(Dataset entries)
┄┄┄┄┄┄
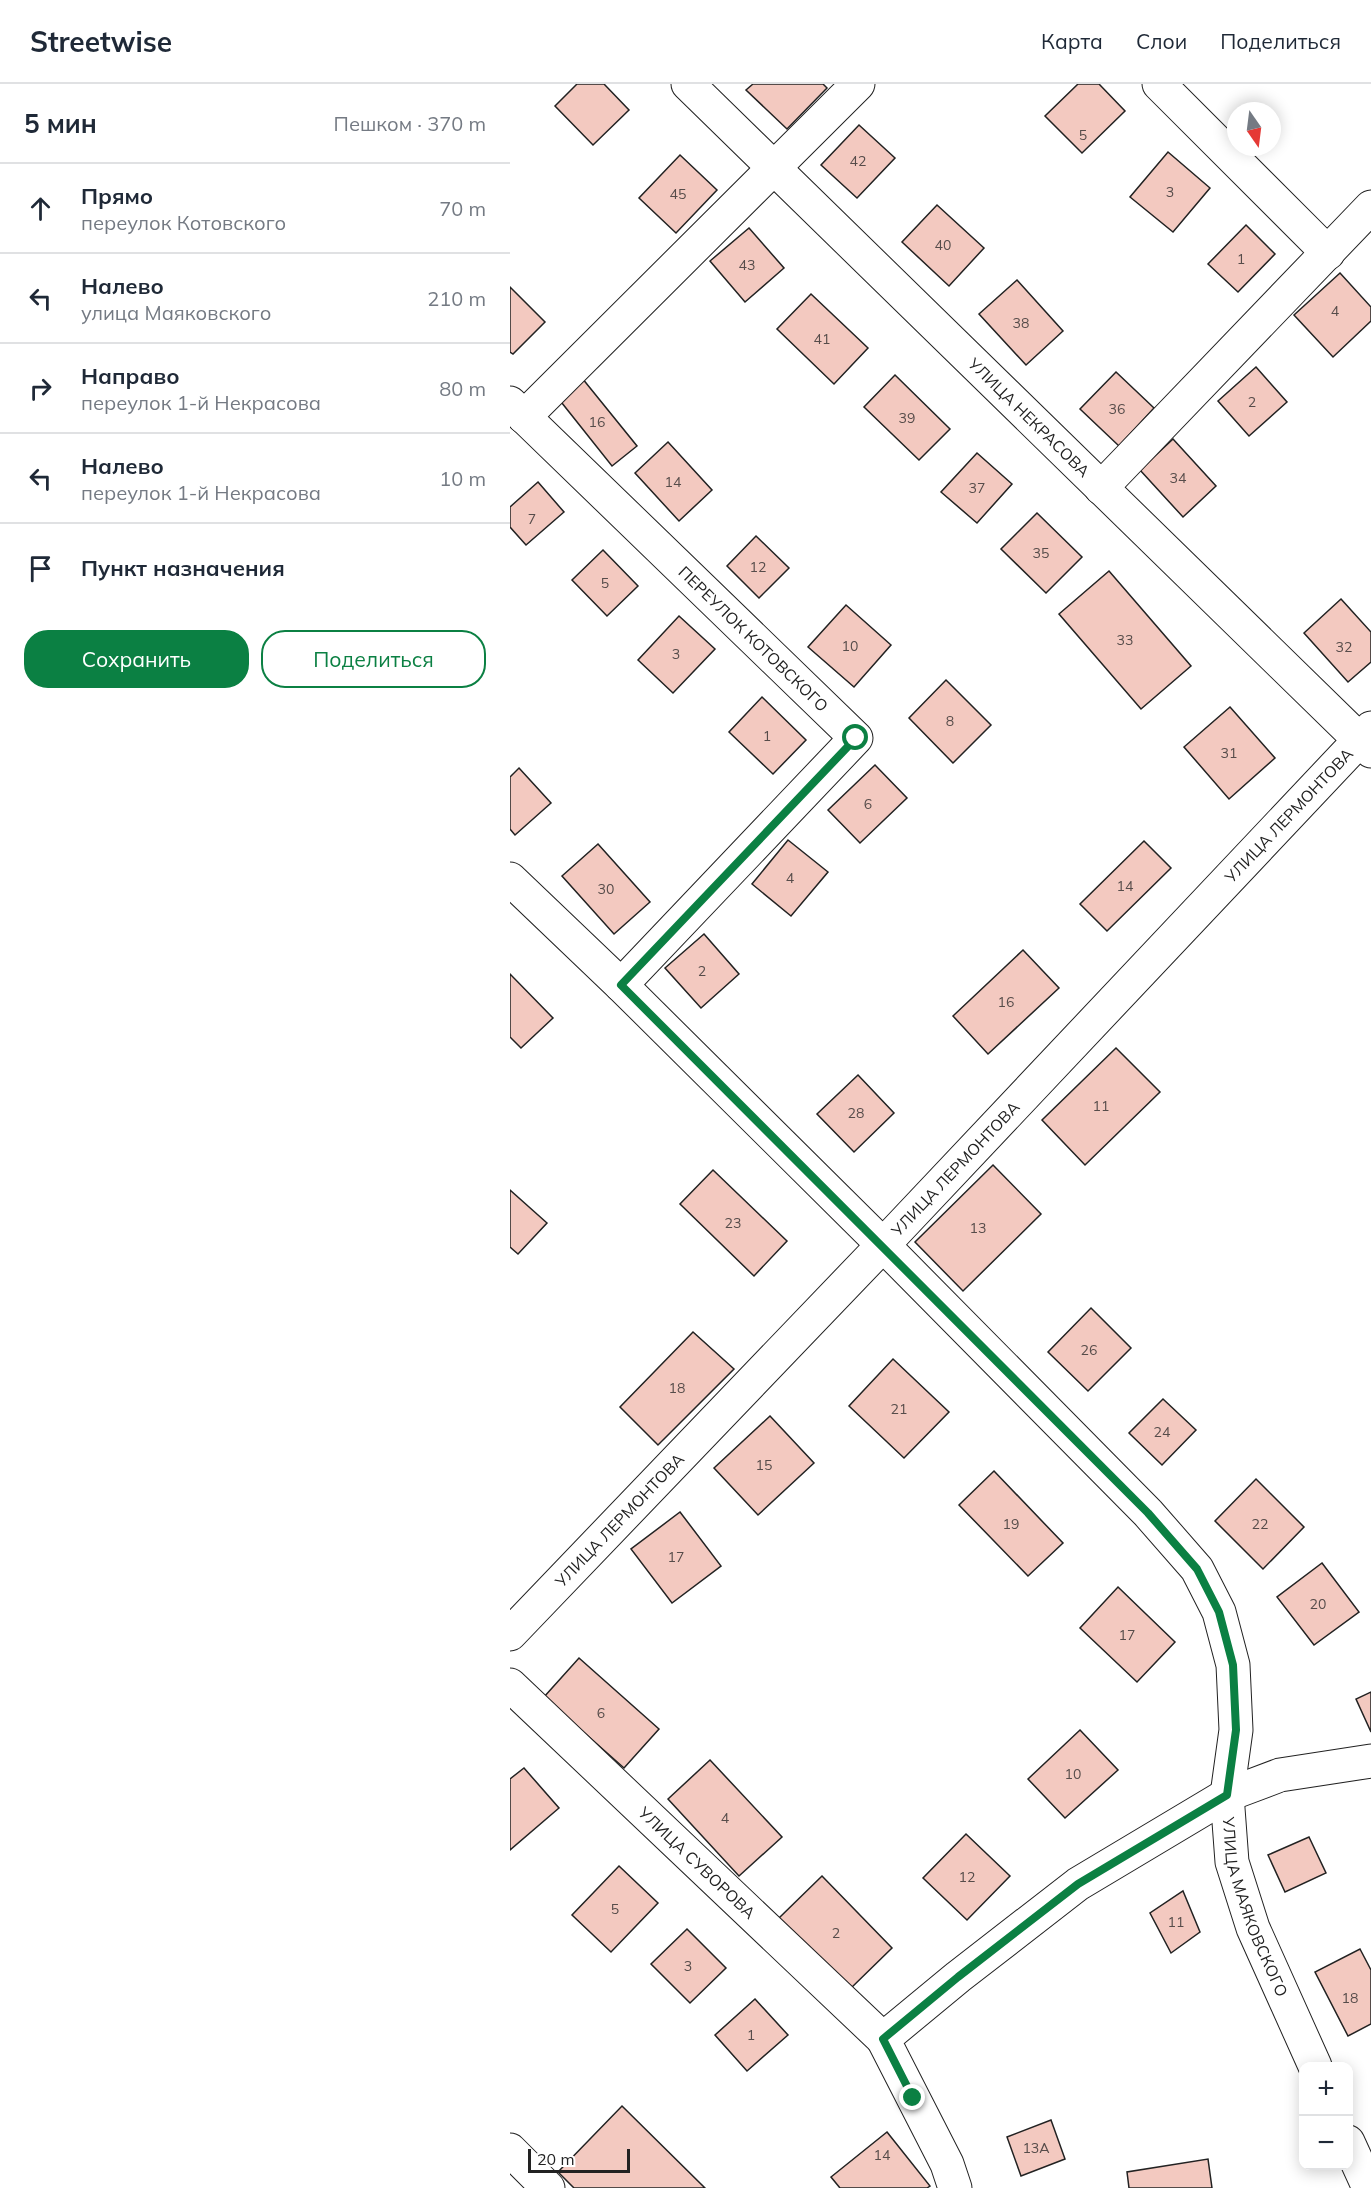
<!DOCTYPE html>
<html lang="ru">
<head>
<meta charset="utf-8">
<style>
	:root { --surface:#fff; --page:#f6f6f7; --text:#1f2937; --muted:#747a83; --line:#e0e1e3; --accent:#0b8043 }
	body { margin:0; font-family:Mulish,sans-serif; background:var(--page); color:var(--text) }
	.controls { position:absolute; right:18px; bottom:18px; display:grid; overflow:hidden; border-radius:12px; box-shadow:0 3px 15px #0003 }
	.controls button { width:54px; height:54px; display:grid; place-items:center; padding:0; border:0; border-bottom:2px solid var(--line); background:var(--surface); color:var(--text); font:30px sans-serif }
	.compass { position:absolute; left:717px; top:18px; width:54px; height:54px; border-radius:50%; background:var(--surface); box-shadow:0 3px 15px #0003; rotate:166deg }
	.scale { position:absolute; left:18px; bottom:15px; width:102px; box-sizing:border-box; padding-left:6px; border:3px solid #222; border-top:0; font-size:16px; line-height:21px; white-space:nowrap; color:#222; -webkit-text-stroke:4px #fff; paint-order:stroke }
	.stop { position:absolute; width:18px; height:18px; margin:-14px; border:4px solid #0b8043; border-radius:50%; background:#fff }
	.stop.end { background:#0b8043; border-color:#fff; box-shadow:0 2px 6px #0008 }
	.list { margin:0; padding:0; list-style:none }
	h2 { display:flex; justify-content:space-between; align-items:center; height:78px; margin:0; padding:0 24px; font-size:26px }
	h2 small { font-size:20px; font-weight:400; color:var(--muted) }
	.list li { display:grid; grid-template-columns:39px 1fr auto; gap:18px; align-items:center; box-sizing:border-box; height:90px; padding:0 24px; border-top:2px solid var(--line) }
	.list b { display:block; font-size:22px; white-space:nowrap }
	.list p { margin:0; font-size:20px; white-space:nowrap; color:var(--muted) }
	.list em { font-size:20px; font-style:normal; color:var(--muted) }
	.actions { display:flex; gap:12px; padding:18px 24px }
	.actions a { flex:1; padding:14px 0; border:2px solid var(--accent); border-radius:24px; text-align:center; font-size:21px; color:var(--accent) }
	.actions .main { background:var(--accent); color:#fff }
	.icon { flex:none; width:33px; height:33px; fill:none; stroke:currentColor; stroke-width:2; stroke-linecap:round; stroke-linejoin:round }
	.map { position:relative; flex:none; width:861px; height:2104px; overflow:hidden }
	header { display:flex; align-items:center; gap:36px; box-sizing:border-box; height:84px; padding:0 30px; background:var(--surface); border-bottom:2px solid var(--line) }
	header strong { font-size:28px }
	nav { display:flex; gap:33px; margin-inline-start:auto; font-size:21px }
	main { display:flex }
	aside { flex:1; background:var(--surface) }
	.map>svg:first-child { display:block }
</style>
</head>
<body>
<header>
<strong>Streetwise</strong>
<nav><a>Карта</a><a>Слои</a><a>Поделиться</a></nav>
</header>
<main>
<aside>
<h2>5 мин<small>Пешком · 370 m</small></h2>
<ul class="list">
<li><svg class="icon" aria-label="ahead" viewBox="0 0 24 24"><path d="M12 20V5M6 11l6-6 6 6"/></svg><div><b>Прямо</b><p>переулок Котовского</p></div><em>70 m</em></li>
<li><svg class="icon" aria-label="left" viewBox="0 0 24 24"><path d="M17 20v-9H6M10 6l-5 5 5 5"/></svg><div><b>Налево</b><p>улица Маяковского</p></div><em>210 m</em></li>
<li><svg class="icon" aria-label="right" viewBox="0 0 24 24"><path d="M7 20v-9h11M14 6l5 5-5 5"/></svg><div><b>Направо</b><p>переулок 1-й Некрасова</p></div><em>80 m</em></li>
<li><svg class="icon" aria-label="left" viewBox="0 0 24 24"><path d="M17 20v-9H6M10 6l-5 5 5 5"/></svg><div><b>Налево</b><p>переулок 1-й Некрасова</p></div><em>10 m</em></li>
<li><svg class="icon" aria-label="arrive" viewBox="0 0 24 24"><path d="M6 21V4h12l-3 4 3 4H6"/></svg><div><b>Пункт назначения</b></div></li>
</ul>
<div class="actions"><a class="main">Сохранить</a><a>Поделиться</a></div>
</aside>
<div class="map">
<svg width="861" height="2104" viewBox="0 0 861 2104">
	<rect width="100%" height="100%" fill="#fff"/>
	<!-- building -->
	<g fill="#f3c9c0" stroke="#222" stroke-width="1.5">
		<polygon points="67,0 94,0 119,26 83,61 45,22"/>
		<polygon points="243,0 313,0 317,4 277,45 236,6"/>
		<polygon points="568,0 589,0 615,27 572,69 535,32"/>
		<polygon points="349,41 385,74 347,114 311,81"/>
		<polygon points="658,68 700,104 663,148 620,113"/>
		<polygon points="170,71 207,106 166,149 129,114"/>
		<polygon points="427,121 474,164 439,202 392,158"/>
		<polygon points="736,141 765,170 728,208 698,180"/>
		<polygon points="239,144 274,184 235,218 200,177"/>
		<polygon points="830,189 861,223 861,237 823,273 784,231"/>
		<polygon points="507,196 553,247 516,281 469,230"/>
		<polygon points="0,203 35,238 3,270 0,268"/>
		<polygon points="301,210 358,264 324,300 267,245"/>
		<polygon points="746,283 777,318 739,352 708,317"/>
		<polygon points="606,288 644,324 609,362 570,325"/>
		<polygon points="385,291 440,345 409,376 354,323"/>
		<polygon points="72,294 127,362 102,382 48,314"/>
		<polygon points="663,355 706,402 673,433 630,386"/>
		<polygon points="158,358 202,406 169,437 125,389"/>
		<polygon points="467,369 502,400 467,439 431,408"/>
		<polygon points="28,398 54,428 16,461 0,443 0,423"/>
		<polygon points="527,429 572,473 536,509 491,465"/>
		<polygon points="246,452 279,484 249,514 217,482"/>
		<polygon points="93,466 128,502 97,532 62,496"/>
		<polygon points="599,487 681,582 631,625 549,530"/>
		<polygon points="831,515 861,548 861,578 838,598 794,549"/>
		<polygon points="336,521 381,561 344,603 298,563"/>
		<polygon points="169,532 205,565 163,609 128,576"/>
		<polygon points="436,596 481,641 443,679 399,634"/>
		<polygon points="252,613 296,656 263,690 219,648"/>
		<polygon points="720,623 765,674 719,715 674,663"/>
		<polygon points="365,681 397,714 350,759 318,726"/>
		<polygon points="9,684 41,719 5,751 0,745 0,693"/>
		<polygon points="278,756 318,788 281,832 242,800"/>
		<polygon points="634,757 661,784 597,847 570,820"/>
		<polygon points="88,760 140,818 104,850 52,792"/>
		<polygon points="194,850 229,890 191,924 155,884"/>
		<polygon points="513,866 549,904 478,970 443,932"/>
		<polygon points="0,890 43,934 11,964 0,953"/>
		<polygon points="606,964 650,1008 575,1081 532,1036"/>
		<polygon points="348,991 384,1029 344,1068 307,1030"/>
		<polygon points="483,1081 531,1130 453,1207 405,1158"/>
		<polygon points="203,1086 277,1157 244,1192 170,1120"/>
		<polygon points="0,1106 37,1139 8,1170 0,1163"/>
		<polygon points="581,1224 621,1264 578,1307 538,1268"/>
		<polygon points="183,1248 224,1285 148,1361 110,1323"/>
		<polygon points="383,1275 439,1328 394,1374 339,1322"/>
		<polygon points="653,1315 686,1346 652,1381 619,1349"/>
		<polygon points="260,1332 304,1379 248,1431 204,1384"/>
		<polygon points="484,1387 553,1459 518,1492 449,1421"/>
		<polygon points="746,1395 794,1443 753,1485 705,1437"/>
		<polygon points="170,1428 211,1482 162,1519 121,1465"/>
		<polygon points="812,1479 849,1528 804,1561 767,1513"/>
		<polygon points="608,1503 665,1558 627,1598 570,1544"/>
		<polygon points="69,1574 149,1645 114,1684 34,1613"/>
		<polygon points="861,1608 861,1648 846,1615"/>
		<polygon points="570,1646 608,1686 555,1734 518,1695"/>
		<polygon points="200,1676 272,1753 229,1792 158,1715"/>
		<polygon points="14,1684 49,1724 0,1766 0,1695"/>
		<polygon points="456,1750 500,1792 457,1836 413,1794"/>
		<polygon points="799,1753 816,1789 775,1808 758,1771"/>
		<polygon points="109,1782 148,1819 101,1868 62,1831"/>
		<polygon points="312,1792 382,1864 339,1906 269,1834"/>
		<polygon points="673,1807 690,1848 661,1869 640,1829"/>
		<polygon points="177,1845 216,1884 180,1919 141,1880"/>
		<polygon points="850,1865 861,1886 861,1940 838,1952 805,1888"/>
		<polygon points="245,1915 278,1951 237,1987 205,1951"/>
		<polygon points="112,2022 195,2104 64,2104 48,2088"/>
		<polygon points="541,2036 555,2075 511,2092 497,2053"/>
		<polygon points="377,2048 420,2102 417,2104 330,2104 321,2093"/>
		<polygon points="698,2075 702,2104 619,2104 617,2088"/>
	</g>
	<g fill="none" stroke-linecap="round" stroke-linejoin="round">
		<defs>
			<g id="minor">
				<path id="s1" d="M178,0l683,667"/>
				<polyline points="649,0 818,169"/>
				<path id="s2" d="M0,319l346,335 -235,247"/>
				<polyline points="14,333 348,0"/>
				<polyline points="591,404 861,123"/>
				<path id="s3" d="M0,795l111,106 262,260 265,268 49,56 22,43 14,53 3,65 -9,65 5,67 21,66 62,138"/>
				<path id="s4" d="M0,1550l373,-389 488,-517"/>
				<path id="s5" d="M0,1601l373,354"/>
				<polyline points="838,2058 859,2104"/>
				<polyline points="0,2066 38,2104"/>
				<polyline points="445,2104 437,2080 373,1955 448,1893 568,1800 717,1711 770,1691 861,1677"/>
			</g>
		</defs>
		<!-- minor casing -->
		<use href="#minor" stroke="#222" stroke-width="35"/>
		<!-- minor -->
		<use href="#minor" stroke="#fff" stroke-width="33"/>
	</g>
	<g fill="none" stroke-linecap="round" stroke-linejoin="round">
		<!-- route -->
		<polyline stroke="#0b8043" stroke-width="8" points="346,654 111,901 638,1429 687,1485 709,1528 723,1581 726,1646 717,1711 568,1800 448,1893 373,1955 403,2014"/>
	</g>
	<g text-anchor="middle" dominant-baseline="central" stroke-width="4.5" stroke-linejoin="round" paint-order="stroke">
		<!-- number labels -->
		<g font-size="14" fill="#564c4a">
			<text x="573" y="51">5</text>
			<text x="348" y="77">42</text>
			<text x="660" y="108">3</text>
			<text x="168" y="110">45</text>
			<text x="433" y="161">40</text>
			<text x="731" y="175">1</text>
			<text x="237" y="181">43</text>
			<text x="825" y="227">4</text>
			<text x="511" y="239">38</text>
			<text x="312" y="255">41</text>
			<text x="742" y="318">2</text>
			<text x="607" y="325">36</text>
			<text x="397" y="334">39</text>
			<text x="87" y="338">16</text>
			<text x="668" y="394">34</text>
			<text x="163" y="398">14</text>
			<text x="467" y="404">37</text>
			<text x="22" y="435">7</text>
			<text x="531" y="469">35</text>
			<text x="248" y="483">12</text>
			<text x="95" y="499">5</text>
			<text x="615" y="556">33</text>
			<text x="340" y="562">10</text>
			<text x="834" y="563">32</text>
			<text x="166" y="570">3</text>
			<text x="440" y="637">8</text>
			<text x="257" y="652">1</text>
			<text x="719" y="669">31</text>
			<text x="358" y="720">6</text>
			<text x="280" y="794">4</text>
			<text x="615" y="802">14</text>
			<text x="96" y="805">30</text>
			<text x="192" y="887">2</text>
			<text x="496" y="918">16</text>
			<text x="591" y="1022">11</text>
			<text x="346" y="1029">28</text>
			<text x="223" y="1139">23</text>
			<text x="468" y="1144">13</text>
			<text x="579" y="1266">26</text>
			<text x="167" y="1304">18</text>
			<text x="389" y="1325">21</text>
			<text x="652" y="1348">24</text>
			<text x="254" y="1381">15</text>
			<text x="501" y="1440">19</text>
			<text x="750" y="1440">22</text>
			<text x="166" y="1473">17</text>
			<text x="808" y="1520">20</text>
			<text x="617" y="1551">17</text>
			<text x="91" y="1629">6</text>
			<text x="563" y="1690">10</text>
			<text x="215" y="1734">4</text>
			<text x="457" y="1793">12</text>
			<text x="105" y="1825">5</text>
			<text x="666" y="1838">11</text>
			<text x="326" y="1849">2</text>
			<text x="178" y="1882">3</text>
			<text x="840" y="1914">18</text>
			<text x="241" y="1951">1</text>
			<text x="526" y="2064">13А</text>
			<text x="372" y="2071">14</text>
		</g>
		<!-- street labels -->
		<g font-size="16" fill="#222" stroke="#fff">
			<text stroke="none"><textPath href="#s1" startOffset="477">УЛИЦА НЕКРАСОВА</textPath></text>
			<text stroke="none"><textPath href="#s2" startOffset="339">ПЕРЕУЛОК КОТОВСКОГО</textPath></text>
			<text stroke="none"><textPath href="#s4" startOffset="1130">УЛИЦА ЛЕРМОНТОВА</textPath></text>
			<text stroke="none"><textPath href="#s4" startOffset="644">УЛИЦА ЛЕРМОНТОВА</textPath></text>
			<text stroke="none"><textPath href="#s4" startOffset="158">УЛИЦА ЛЕРМОНТОВА</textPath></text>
			<text stroke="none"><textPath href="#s5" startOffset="258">УЛИЦА СУВОРОВА</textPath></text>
			<text stroke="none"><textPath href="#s3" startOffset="1324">УЛИЦА МАЯКОВСКОГО</textPath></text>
		</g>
	</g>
</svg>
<div class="controls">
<button>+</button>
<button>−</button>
</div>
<svg class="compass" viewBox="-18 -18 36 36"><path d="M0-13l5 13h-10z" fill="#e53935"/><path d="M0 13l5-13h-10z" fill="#747a83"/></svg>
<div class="scale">20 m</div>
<div class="stop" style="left:346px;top:654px"></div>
<div class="stop end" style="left:403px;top:2014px"></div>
</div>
</main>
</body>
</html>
┄┄┄┄┄┄
- ACTION ITEM -
Looking at the records above, how many lines contain "grid"? Answer with the number alone.

- TASK ANSWER -
3